The managing member of a limited liability company signed a signature block that referred to the member “individually.” The body of the agreement, however, consistently referred to the LLC as the contracting party. The agreement was ambiguous regarding the member’s personal liability on the contract.


 

A contract drawing had not been admitted into the judicial record. Consequently, an appellate court could not determine whether out-of-trade site improvements had been incorporated into the masonry subcontract.

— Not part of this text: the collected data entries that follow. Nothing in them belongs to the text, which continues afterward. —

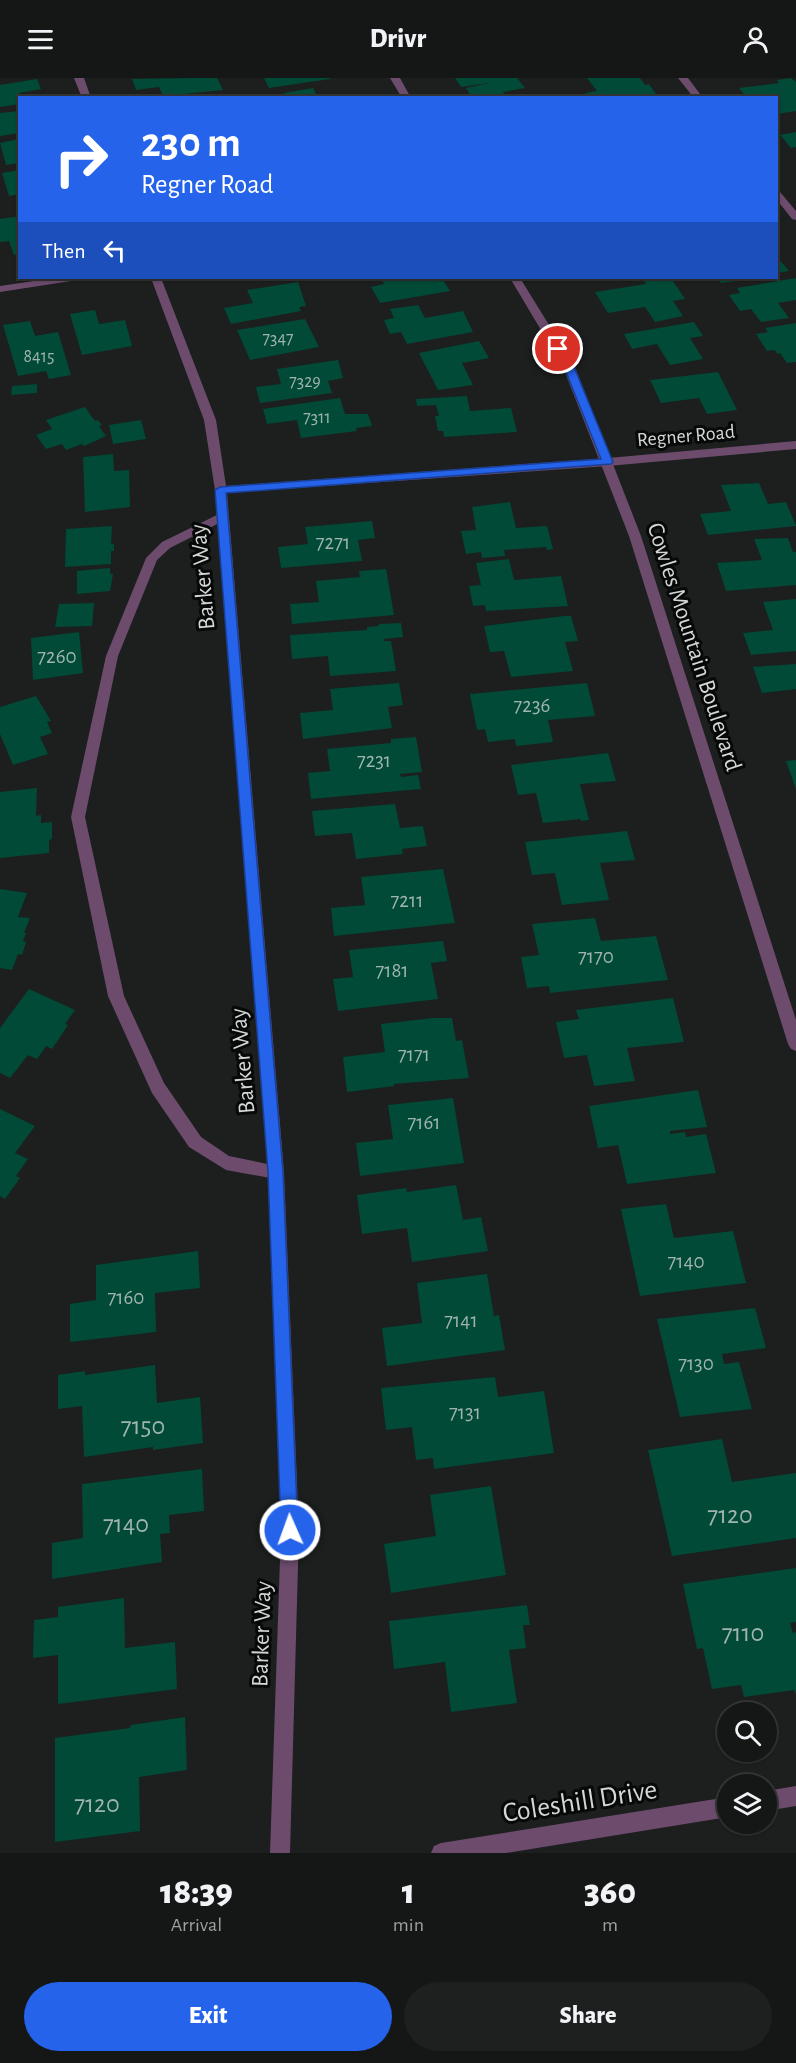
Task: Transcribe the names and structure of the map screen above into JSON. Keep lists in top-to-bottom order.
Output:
{
  "streets": {
    "street": [
      "Regner Road",
      "Barker Way",
      "Cowles Mountain Boulevard",
      "Coleshill Drive"
    ]
  },
  "crossings": [
    ["Regner Road", "Barker Way"],
    ["Regner Road", "Cowles Mountain Boulevard"]
  ],
  "house_numbers": [
    "7347",
    "8415",
    "7329",
    "7311",
    "7271",
    "7260",
    "7236",
    "7231",
    "7211",
    "7170",
    "7181",
    "7171",
    "7161",
    "7140",
    "7160",
    "7141",
    "7130",
    "7131",
    "7150",
    "7120",
    "7140",
    "7110",
    "7120"
  ],
  "page": {
    "header": "Drivr",
    "turn": ["230 m", "Regner Road"],
    "then": "Then",
    "eta": [
      "18:39",
      "Arrival",
      "1",
      "min",
      "360",
      "m"
    ],
    "buttons": ["Exit", "Share"]
  }
}
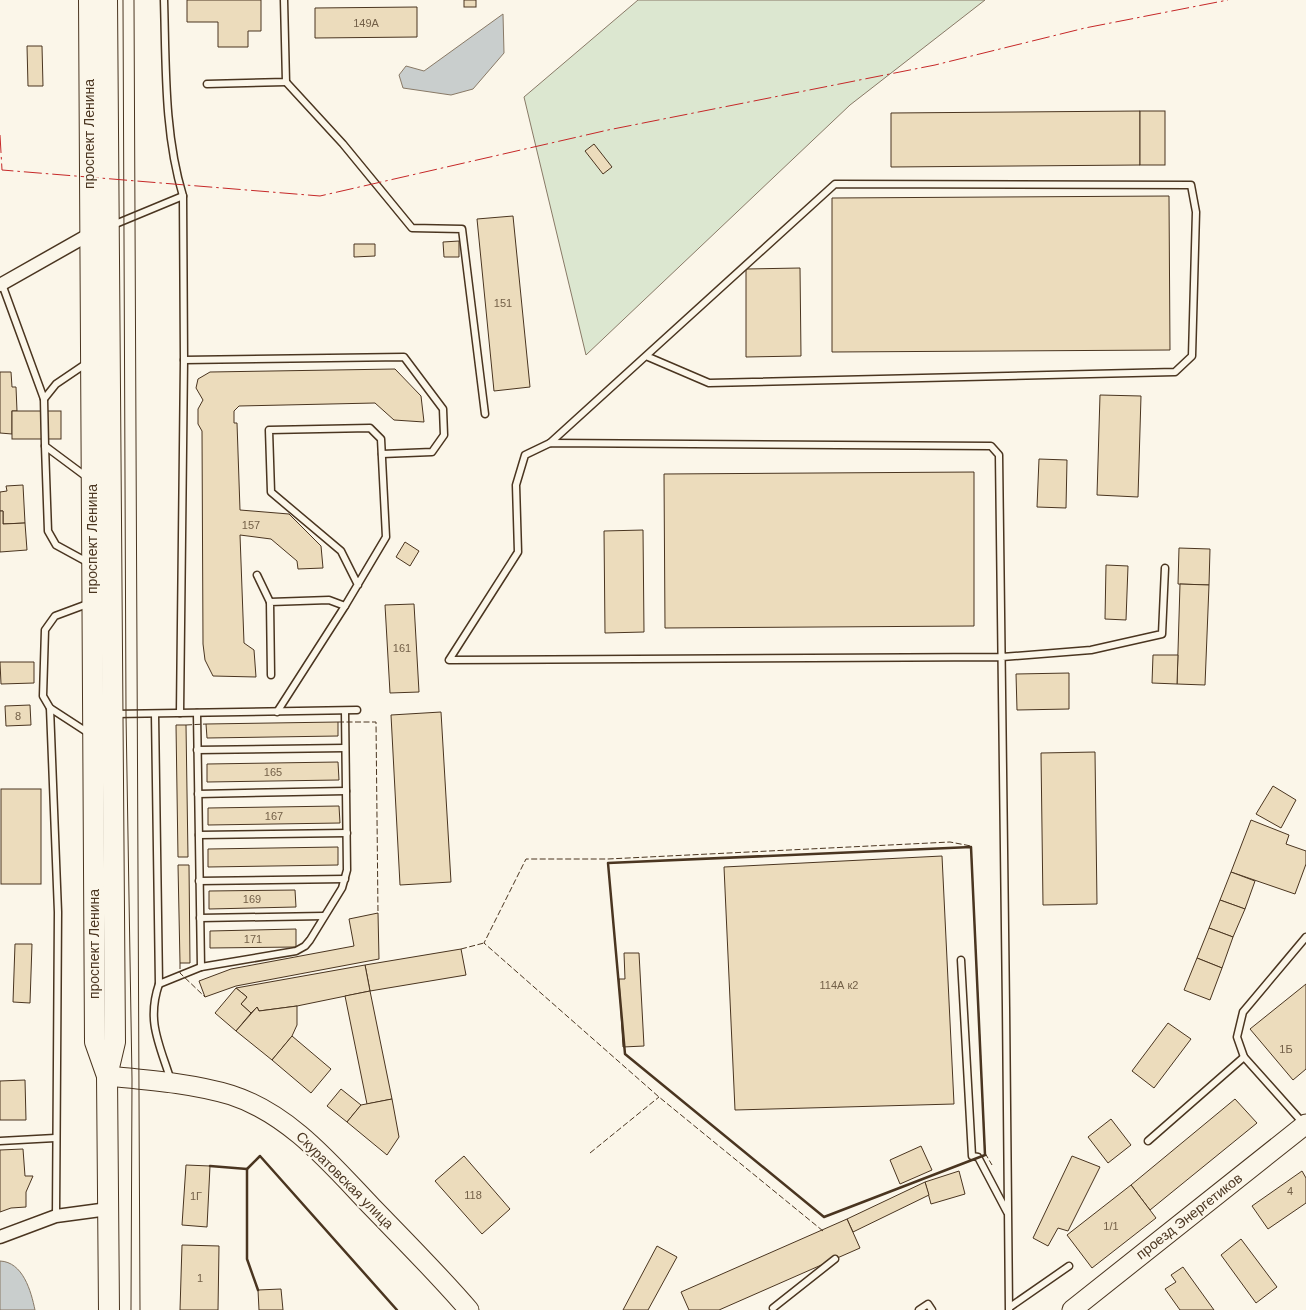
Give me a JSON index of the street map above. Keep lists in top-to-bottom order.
{
  "streets": {
    "main road": ["проспект Ленина"],
    "street": ["Скуратовская улица", "проезд Энергетиков"]
  },
  "crossings": [
    ["проспект Ленина", "Скуратовская улица"]
  ],
  "house_numbers": [
    "149А",
    "151",
    "157",
    "161",
    "8",
    "165",
    "167",
    "169",
    "171",
    "114А к2",
    "1Б",
    "4",
    "118",
    "1Г",
    "1/1",
    "1"
  ]
}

Volume: 24, Issue: 9 - 05/19/2026

 

When a project owner issues a deductive change order reducing the scope of the project work, the owner is entitled to a credit against the fixed contract price. The deduction should reflect the cost of performing the deleted work. What if the deductive change order results from the owner’s own error in its specifications? And, what if the contractor tries to read the defective spec out of the contract, arguing it had no impact on the bid price?

 

The Federal Circuit of the U.S. Court of Appeals recently addressed this situation. While the parties had argued vigorously over whether the error was latent or patent—affecting the contractor’s duty to seek pre-bid clarification—the contractor’s own documentation indicated it was aware of the error prior to bid submittal. The government was entitled to the deductive credit.

 

The second case in this issue involves the calculation of an architect’s design fee that was based on a percentage of total construction cost. When the construction has not been completed, can the total cost be extrapolated from the actual cost of partially completed work? If estimated costs are based on bid prices, must the architect’s fee be derived from the low bid?

 

The third case applied a no-damages-for-delay clause to the statutory definition of money “due and owed” under a public works construction contract. The trial court had jurisdiction to consider the contractor’s claim for delay damages.


 

Contract documents called for improvements to a non-existing chilled water system. The contractor acknowledged it was aware of the error when it bid the contract but had taken it into consideration when pricing the work. Nonetheless, the government could take a credit when it deleted the improvements from the contract requirements.


 

A Massachusetts appeals court has addressed an architect’s fee stated as a percentage of the cost of the construction. When construction was not completed, the actual cost of the work performed was not relevant. Bid prices could be used to determine estimated cost, but the lowest bid was not necessarily determinative.